You are just like,
Smoke in my lungs,
You satiate some urge within me,
And you satisfy so many cravings,
You take away the pain of life,
And fill my mind with a pleasurable haze.
In the back of my my mind I know,
Despite the pleasure you bring me,
You are terrible for my health,
And you could very well be the death of me,
And yet I can’t give you up,
Because you’re addicting,
And I genuinely love the sensation of you.
Why put on airs for myself?
Why lie about what we want to ourselves?
Isn’t all that we seek,
Someone who understands us?
Must we lie about those little things in life,
To distract us from that feeling,
That we are like Ulysses,
In that so few understand us,
And we feel a million miles away,
From those lot that do,
We gather dust and wait,
For that reader to come our way,
And some get so impatient,
That they obsess over their own word choice,
Until they get so wrapped up in their distraction,
They loose sight of what they wanted?
So why put on airs for yourself?
It’s a dangerous lie to get wrapped up in.
Sitting in a fleeting space,
While time and people pass through,
You’re on your way to anywhere,
When a chance encounter happens to you.
Something about them catches your eye,
And you try to stare discretely,
Trying to see everything about them,
Wondering if you should engage or flee.
You see a couple of things that inspire hope,
And you try to extrapolate a whole persona from it,
But then your fantasy crashes around you,
And your fear’s fire is soon lit.
You stand there cowering, unsure,
Not knowing if the risk outweighs the hope,
They could be what destroys your soul,
Or the one who makes you want to elope.
But before you can even decide,
Your chance encounter is done,
And you don’t know if your life is saved,
Or you just lost your Eden.
I walk down the streets in tattered rags,
They used to be a suit of finery,
But got so badly torn,
By the rocks that children throw at me.
A stone catches my head,
Bleeding, I carry on to my nowhere,
I’m so tired from all this blood loss,
I don’t know when my steps will end.
My steps have become strained,
And I have to fight through the shivers,
My body quakes from the cold,
It never knew a warm loving touch.
And bur oaks rot in the skyline,
As anything I hoped to know dies in the sky,
Any strength that I could hope to muster,
Suffocated from the damned dreams and expectations.

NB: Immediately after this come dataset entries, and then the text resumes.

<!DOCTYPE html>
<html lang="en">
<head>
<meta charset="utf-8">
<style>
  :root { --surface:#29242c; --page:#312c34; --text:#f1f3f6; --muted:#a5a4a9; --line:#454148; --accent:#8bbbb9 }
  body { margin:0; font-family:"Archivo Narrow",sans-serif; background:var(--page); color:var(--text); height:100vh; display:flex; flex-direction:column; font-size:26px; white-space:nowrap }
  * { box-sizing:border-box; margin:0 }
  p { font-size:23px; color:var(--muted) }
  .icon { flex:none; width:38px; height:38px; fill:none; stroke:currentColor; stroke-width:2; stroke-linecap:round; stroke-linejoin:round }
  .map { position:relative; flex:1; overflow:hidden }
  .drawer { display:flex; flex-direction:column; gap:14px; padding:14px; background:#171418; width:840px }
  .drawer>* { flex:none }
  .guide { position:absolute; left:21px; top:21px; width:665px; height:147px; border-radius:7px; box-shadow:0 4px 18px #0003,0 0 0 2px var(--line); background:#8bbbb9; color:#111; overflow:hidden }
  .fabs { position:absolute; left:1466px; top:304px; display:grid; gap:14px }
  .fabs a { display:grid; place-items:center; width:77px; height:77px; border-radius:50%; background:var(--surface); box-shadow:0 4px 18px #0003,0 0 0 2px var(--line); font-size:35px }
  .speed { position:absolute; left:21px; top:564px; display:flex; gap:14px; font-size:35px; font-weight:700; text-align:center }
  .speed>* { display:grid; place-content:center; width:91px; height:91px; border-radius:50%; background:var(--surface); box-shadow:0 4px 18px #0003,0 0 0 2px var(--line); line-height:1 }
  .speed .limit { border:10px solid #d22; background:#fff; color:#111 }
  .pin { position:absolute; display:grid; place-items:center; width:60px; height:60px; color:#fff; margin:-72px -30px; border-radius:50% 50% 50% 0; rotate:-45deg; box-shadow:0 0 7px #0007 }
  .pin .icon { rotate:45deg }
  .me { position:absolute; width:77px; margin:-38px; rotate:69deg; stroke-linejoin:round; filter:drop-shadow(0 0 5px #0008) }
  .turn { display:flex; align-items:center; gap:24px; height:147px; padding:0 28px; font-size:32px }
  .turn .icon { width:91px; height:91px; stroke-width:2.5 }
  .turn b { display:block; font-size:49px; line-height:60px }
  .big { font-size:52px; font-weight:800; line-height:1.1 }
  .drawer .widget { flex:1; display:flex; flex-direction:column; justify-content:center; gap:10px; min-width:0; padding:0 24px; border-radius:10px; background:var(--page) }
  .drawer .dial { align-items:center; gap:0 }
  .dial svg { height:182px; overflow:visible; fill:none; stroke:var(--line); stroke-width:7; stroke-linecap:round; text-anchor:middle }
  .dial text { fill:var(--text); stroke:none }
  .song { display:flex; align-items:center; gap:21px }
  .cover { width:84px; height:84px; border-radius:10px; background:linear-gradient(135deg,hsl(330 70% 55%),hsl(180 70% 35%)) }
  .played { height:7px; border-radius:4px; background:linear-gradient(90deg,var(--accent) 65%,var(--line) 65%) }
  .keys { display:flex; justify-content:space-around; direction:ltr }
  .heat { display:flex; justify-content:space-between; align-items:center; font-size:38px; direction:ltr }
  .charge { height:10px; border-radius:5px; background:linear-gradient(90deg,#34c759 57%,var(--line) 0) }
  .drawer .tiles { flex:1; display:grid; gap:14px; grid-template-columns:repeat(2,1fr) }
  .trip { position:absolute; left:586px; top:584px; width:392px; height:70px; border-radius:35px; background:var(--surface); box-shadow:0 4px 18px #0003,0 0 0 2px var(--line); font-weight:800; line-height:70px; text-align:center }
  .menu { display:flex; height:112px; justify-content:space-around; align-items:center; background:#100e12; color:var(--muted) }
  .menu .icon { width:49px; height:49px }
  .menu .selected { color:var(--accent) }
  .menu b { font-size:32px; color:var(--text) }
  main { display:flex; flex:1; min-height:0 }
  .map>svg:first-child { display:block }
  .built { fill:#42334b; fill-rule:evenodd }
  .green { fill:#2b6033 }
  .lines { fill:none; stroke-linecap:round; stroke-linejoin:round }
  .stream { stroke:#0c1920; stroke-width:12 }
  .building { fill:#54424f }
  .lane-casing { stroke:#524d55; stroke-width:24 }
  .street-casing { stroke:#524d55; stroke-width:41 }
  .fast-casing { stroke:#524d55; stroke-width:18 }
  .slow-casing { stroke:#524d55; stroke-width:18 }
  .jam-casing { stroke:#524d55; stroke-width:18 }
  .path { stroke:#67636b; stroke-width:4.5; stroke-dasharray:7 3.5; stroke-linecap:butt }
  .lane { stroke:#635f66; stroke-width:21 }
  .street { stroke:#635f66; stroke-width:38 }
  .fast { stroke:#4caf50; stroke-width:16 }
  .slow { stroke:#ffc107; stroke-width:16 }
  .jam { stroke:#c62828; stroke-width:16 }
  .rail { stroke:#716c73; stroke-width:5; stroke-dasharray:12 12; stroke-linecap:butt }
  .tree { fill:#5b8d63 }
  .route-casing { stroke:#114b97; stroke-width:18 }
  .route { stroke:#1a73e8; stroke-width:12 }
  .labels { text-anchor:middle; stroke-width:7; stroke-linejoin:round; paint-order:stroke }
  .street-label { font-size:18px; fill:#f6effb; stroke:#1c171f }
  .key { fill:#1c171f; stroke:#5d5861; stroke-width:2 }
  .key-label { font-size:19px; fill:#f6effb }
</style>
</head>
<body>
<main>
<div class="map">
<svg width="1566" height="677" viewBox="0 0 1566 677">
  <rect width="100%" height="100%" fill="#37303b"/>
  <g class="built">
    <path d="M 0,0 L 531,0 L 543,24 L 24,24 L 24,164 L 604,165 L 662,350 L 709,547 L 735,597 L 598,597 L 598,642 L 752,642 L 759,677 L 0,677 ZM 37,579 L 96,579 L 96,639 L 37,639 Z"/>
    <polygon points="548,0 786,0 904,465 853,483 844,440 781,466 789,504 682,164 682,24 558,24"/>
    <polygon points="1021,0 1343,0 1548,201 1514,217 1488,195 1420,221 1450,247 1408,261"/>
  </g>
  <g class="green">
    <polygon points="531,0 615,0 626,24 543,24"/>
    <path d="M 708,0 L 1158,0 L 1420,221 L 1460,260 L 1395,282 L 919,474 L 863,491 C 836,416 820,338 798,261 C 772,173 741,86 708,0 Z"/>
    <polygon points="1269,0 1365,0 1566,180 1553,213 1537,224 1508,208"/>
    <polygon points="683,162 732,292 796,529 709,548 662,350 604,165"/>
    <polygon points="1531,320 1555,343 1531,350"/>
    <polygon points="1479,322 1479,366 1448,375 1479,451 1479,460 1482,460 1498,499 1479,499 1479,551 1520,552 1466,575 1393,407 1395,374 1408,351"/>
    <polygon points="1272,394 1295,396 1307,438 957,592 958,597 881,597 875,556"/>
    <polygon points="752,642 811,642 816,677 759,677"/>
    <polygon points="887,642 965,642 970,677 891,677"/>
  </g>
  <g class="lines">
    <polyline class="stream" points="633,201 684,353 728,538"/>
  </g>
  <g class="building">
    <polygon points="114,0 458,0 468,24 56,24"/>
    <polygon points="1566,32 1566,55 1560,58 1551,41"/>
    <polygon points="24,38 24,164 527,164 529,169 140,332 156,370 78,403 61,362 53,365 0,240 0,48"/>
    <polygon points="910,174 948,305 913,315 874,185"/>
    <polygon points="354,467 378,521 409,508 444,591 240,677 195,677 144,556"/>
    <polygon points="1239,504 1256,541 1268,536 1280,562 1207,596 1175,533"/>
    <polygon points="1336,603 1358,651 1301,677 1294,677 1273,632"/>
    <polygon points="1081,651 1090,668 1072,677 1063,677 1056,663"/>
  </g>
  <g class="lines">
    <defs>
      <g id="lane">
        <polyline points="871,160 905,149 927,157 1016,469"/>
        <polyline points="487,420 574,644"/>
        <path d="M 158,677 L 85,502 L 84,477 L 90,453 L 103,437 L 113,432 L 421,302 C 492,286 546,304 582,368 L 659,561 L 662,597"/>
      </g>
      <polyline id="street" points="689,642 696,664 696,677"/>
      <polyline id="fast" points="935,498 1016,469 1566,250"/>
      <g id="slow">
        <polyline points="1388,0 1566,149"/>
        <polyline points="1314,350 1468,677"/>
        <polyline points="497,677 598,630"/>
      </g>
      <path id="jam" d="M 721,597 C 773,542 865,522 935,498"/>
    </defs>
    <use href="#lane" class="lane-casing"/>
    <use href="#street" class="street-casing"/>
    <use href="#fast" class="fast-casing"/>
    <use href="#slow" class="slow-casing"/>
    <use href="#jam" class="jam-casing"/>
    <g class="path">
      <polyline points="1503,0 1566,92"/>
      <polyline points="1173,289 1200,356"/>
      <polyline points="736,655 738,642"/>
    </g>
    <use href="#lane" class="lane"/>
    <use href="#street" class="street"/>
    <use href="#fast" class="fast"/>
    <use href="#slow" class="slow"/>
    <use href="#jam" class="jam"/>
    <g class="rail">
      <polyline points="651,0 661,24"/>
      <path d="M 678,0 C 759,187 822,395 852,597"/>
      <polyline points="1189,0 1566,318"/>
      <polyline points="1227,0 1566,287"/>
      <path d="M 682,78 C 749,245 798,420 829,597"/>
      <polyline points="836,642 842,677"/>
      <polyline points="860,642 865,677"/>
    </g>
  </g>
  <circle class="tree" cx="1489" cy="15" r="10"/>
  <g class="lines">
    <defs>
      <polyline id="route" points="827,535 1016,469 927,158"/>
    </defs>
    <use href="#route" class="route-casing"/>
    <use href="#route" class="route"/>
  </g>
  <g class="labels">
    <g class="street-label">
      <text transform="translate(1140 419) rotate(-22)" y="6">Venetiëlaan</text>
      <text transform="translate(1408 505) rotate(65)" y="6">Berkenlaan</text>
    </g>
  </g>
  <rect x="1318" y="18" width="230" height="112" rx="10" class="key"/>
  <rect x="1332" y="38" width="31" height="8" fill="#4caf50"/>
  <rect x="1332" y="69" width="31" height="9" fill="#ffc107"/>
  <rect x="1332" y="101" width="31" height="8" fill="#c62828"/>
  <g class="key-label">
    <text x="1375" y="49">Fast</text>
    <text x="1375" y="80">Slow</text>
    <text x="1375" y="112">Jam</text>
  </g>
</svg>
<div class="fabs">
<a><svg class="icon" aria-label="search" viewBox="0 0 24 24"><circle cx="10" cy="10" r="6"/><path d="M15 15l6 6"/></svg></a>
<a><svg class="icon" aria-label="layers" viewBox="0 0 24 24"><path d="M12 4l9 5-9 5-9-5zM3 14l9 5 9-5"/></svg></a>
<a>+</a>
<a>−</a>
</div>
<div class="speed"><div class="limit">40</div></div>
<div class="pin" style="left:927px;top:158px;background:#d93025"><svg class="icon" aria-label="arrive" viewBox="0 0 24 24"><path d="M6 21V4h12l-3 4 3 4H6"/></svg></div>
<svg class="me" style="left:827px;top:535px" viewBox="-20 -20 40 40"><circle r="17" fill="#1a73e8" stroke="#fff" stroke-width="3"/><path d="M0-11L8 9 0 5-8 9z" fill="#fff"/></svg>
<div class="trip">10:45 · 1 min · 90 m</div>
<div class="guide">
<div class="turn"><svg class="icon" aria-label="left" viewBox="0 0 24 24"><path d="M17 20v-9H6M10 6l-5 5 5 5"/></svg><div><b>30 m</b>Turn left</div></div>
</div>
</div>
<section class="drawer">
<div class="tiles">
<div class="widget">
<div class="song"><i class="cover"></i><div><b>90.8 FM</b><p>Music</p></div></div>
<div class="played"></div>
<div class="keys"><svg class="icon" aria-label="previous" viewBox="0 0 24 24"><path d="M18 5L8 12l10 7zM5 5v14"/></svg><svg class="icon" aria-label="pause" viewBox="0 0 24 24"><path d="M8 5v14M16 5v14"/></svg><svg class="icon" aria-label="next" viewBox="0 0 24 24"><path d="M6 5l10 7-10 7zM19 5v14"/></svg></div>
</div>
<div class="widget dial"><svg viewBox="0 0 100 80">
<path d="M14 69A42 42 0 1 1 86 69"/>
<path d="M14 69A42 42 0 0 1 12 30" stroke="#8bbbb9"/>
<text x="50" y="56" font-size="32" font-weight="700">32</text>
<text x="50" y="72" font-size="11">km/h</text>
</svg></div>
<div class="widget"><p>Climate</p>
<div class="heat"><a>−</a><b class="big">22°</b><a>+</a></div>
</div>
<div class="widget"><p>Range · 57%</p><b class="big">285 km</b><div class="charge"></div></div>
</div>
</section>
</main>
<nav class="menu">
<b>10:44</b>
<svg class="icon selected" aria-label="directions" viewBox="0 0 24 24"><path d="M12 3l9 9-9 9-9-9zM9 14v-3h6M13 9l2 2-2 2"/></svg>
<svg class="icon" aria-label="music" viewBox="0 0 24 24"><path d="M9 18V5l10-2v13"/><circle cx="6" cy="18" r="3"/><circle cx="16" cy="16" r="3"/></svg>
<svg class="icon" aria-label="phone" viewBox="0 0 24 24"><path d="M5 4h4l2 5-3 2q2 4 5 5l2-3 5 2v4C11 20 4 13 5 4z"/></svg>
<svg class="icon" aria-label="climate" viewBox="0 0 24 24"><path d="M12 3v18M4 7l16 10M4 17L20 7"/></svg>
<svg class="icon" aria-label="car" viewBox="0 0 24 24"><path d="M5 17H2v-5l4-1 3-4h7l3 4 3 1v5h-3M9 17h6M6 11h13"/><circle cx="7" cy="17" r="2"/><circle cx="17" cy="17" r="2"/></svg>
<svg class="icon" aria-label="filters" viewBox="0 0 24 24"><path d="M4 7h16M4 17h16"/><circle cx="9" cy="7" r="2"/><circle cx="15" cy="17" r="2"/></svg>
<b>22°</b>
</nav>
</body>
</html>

How could one survive in a horrid world,
When all the tears of forlorn dreams pools around you,
And when the water is deep enough to drown in,
Will I want to even try to swim?
I’ll hold my breath for so long,
Hoping I’m light enough to float,
But those children tie rocks to my feet,
So I’m becoming less and less buoyant.
But I’m so tired,
And so cold,
I don’t think I can do it any more,
And stillness is slowly setting in.
What if I’m just some sort of schizoid?
A figment of a deranged mind?
Am I just a perceptional fault?
Is my world that unkind?
I have no clear answer,
And little purpose for me to define,
Woe to the unclear schizoid,
Reality is far from mine.
Lovely love and lusty lust,
Have crossed your mind once I trust,
Imagine if you were to find,
Those two constantly in your mind,
I imagine you would go mad,
I know I did, but It’s hardly bad,
It can leaves with thoughts divine,
Your head can be a salacious shrine,
But without a release of love and lust,
You find it quite painful I trust,
And soon your mind might erode,
It’s gone on so long, I just might explode.
I curse the lack of maturity,
In this world surrounding me,
For one so wizened by pain of the world,
Seeks like companions in to keep life unfurled.
And not to mention the matters of love,
They take my heart and down my throat shove,
Because they know not how their own world’s spin,
Or how to see the beauty within,
Yes these are the ones who adore me,
And I give so much love to those who see,
The beauty within my windswept mind,
And I know there’s more to them to find,
But alas those people are far away,
And awash in immaturity I must stay.
The ragdoll nature of us all,
Carelessly tossed about by fate,
Or so we feel,
Not knowing how it really is.
That is, until that person,
Who changes so much of us,
And makes us all for the better,
Entangles us within their red strings,
And you find it so enthralling.
And though these threads may be cut,
You must never feel alone because,
One will always remain between you two,
And over time, your strings become numerous,
And it is then you realize:
We are not ragdolls,
So carelessly tossed around,
But pulled by these threads of fate,
Into becoming who we are destined to be.